Support Marshal.{dump,load} for core Set #13185

jeremyevans · 2025-04-27T02:53:31Z

This was missed when adding core Set, because it's handled implicitly for T_OBJECT.

I attempted to allow core Set to support Marshal.load with stdlib Set marshal output, but it doesn't look like Marshal supports this, raising dump format error (ArgumentError). If the object was previously relying on the default Marshal.dump implementation for T_OBJECT, it doesn't look like you can restore it to a non-T_OBJECT, regardless of how that object implements _load/marshal_load. I think it would require changes to Marshal to allow that.

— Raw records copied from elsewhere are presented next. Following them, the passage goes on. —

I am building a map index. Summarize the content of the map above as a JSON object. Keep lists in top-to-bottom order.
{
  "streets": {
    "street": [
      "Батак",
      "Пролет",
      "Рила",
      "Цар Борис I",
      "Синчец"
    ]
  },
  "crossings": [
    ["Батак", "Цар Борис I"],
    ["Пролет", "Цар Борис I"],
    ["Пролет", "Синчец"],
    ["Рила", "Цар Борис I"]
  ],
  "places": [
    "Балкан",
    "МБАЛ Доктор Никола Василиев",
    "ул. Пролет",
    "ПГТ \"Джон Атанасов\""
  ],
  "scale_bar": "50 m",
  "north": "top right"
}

This was missed when adding core Set, because it's handled implicitly for T_OBJECT. I attempted to allow core Set to support Marshal.load with stdlib Set marshal output, but it doesn't look like Marshal supports this, raising `dump format error (ArgumentError)`. If the object was previously relying on the default Marshal.dump implementation for T_OBJECT, it doesn't look like you can restore it to a non-T_OBJECT, regardless of how that object implements _load/marshal_load. I think it would require changes to Marshal to allow that.

byroot · 2025-04-27T05:49:34Z

Can't we use rb_marshal_define_compat to preserve the format? because otherwise I fear some apps may get broken.

It's generally understood that it's preferable not to exchange Marshal across Ruby versions, but this isn't always respected.

jeremyevans · 2025-04-27T05:55:43Z

Can't we use rb_marshal_define_compat to preserve the format? because otherwise I fear some apps may get broken.

Thanks for pointing this out, I was not aware of it. I'm guessing it will work, I'll try implementing support using it.

It's generally understood that it's preferable not to exchange Marshal across Ruby versions, but this isn't always respected.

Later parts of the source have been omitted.